Collected data

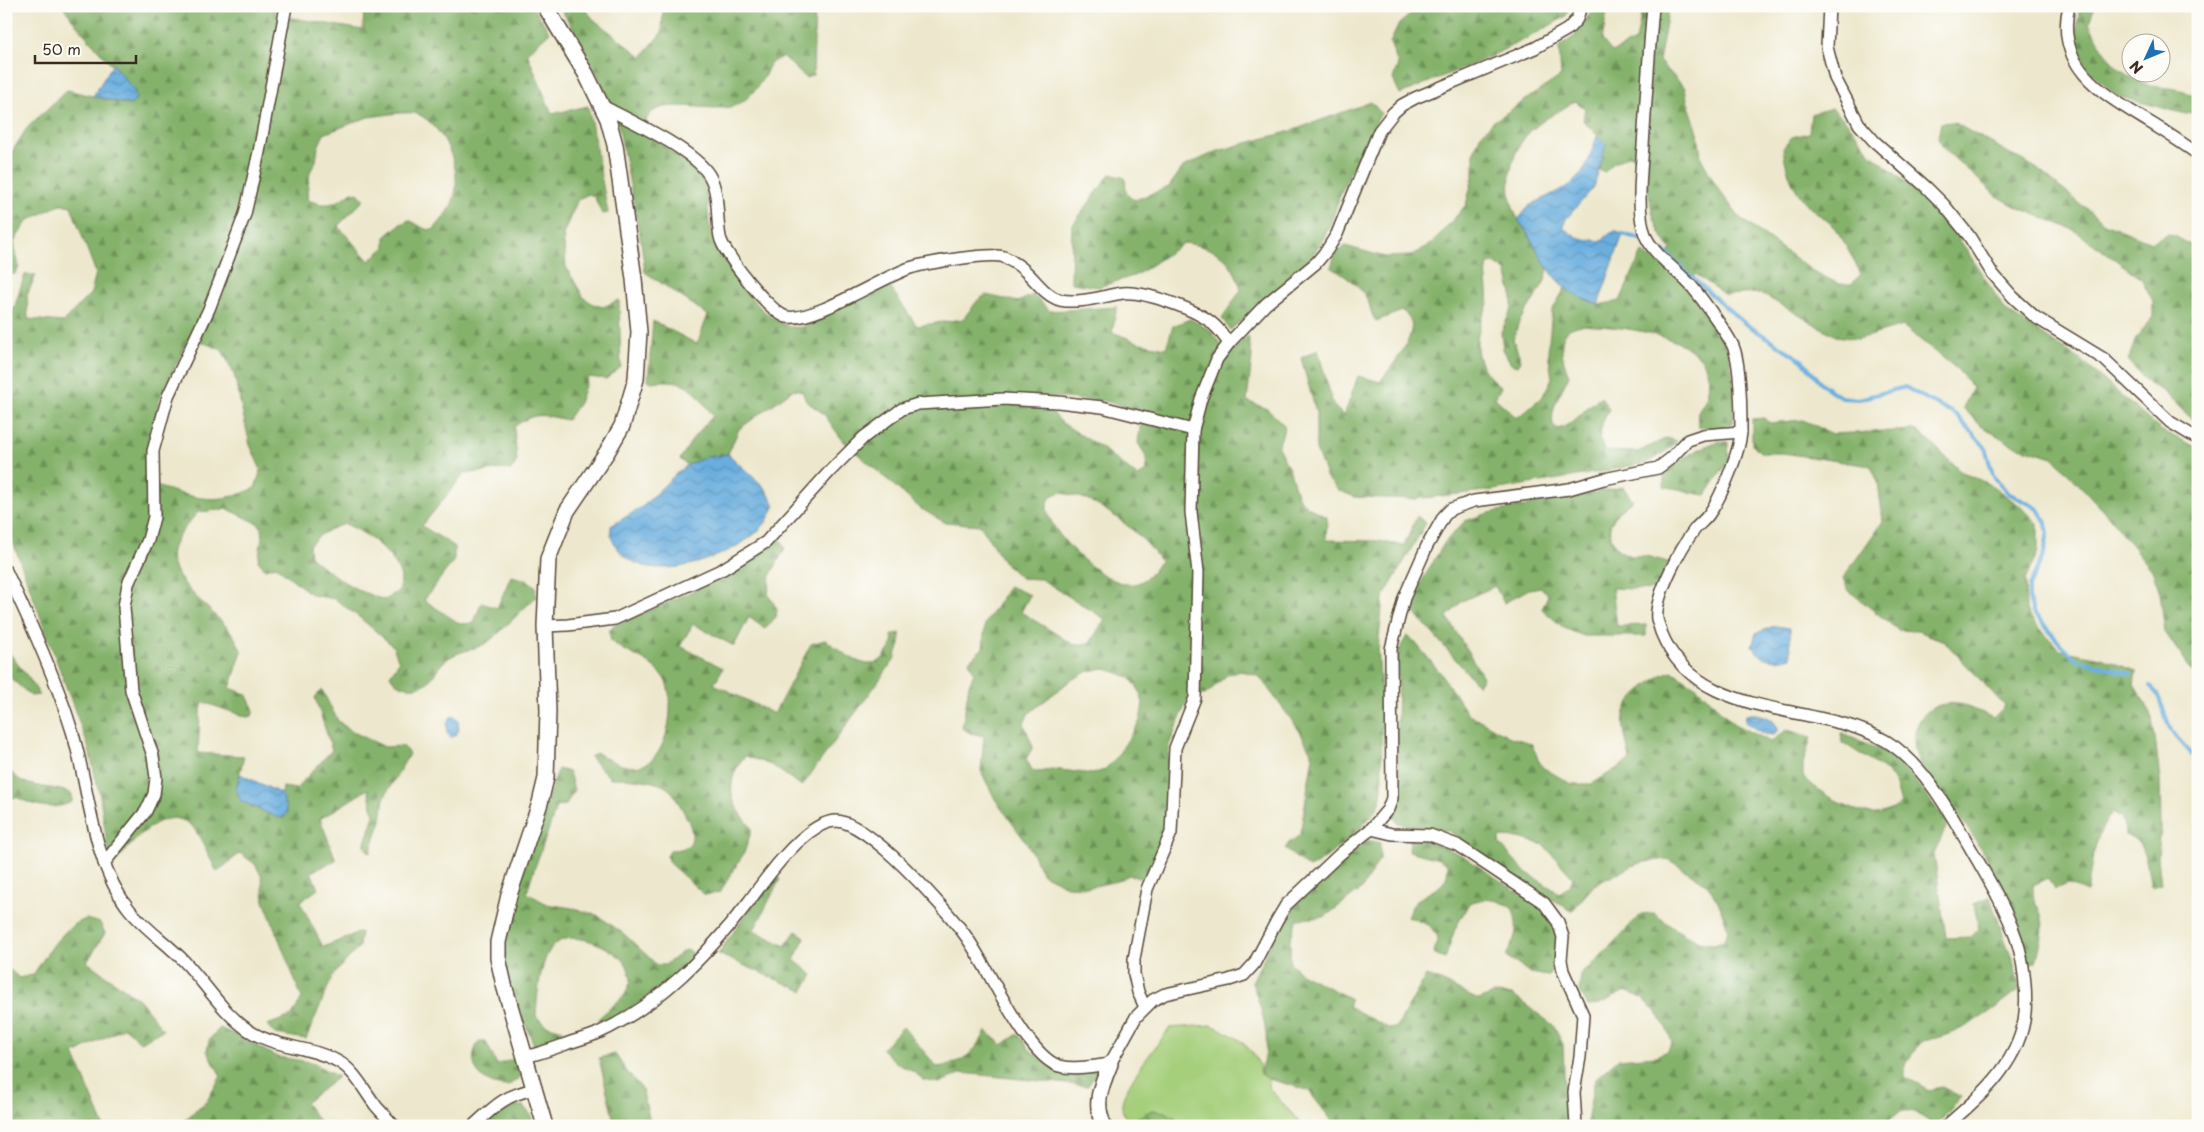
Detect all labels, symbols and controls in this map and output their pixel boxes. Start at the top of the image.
scale bar [35,32,136,64]
north arrow [2122,32,2172,82]
text: 50 m [42,37,81,60]
text: N [2125,56,2148,79]

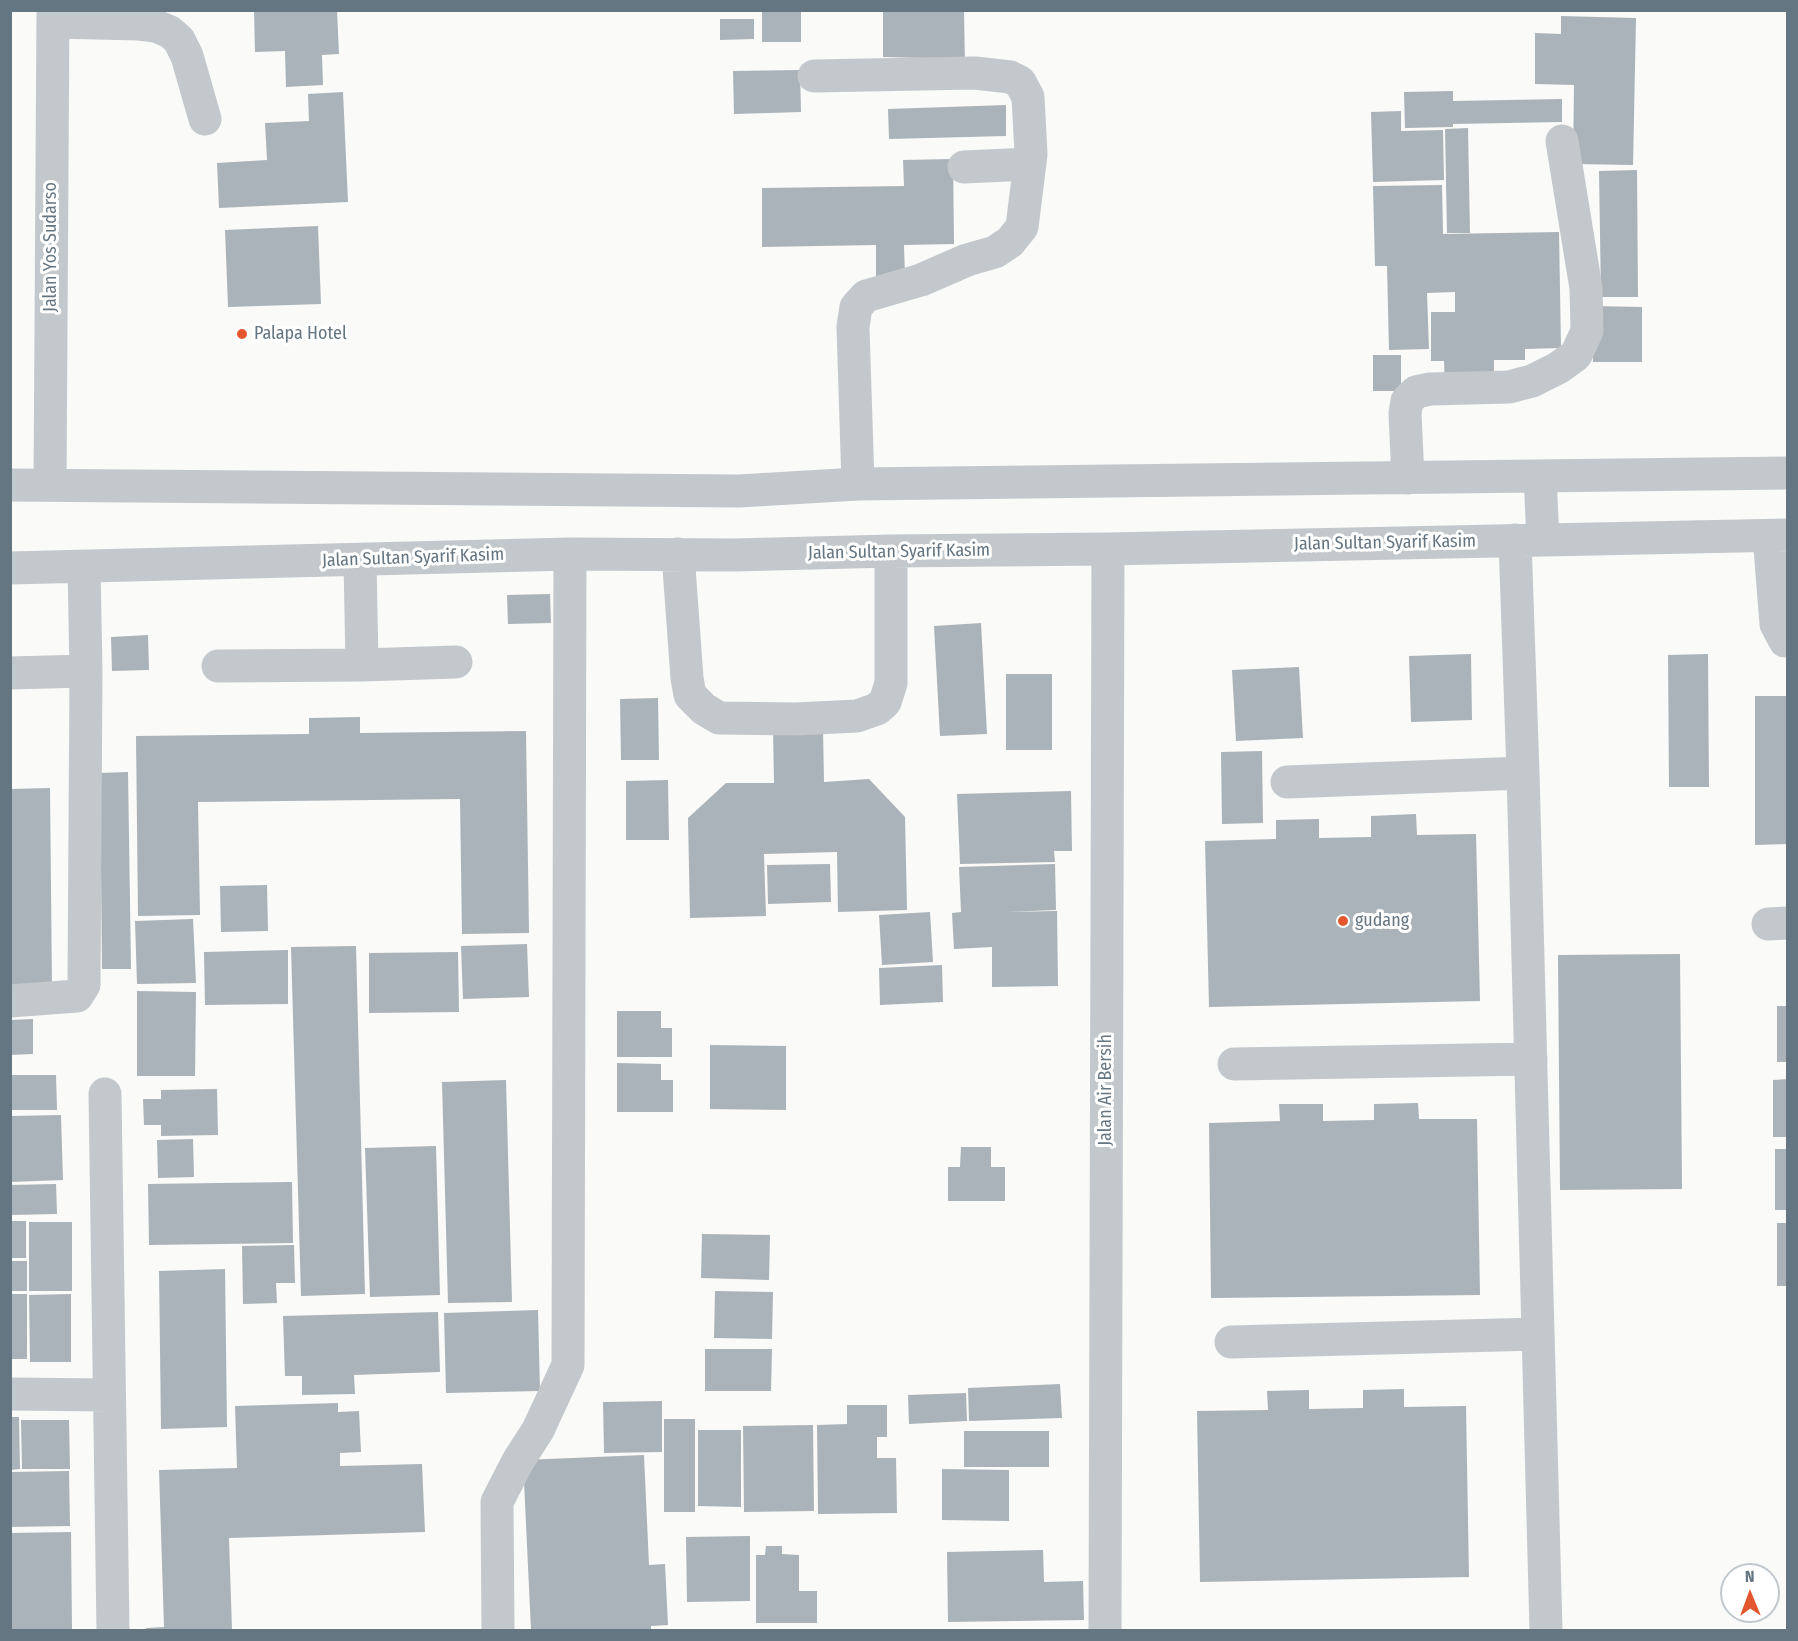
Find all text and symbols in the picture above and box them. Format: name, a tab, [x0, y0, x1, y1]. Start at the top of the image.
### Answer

■ WHAT TO DO
Once the pictures are set aside, write out each record exactly.

■ RESPONSE
Detect all labels, symbols and controls in this map and output their pixel boxes. Start at the top of the image.
scale bar [35,32,136,64]
north arrow [2122,32,2172,82]
text: 50 m [42,37,81,60]
text: N [2125,56,2148,79]

Find all text and symbols in the picture above and box them. Format: name, a tab, [x0, y0, x1, y1]. Start at the top of the image.
### Answer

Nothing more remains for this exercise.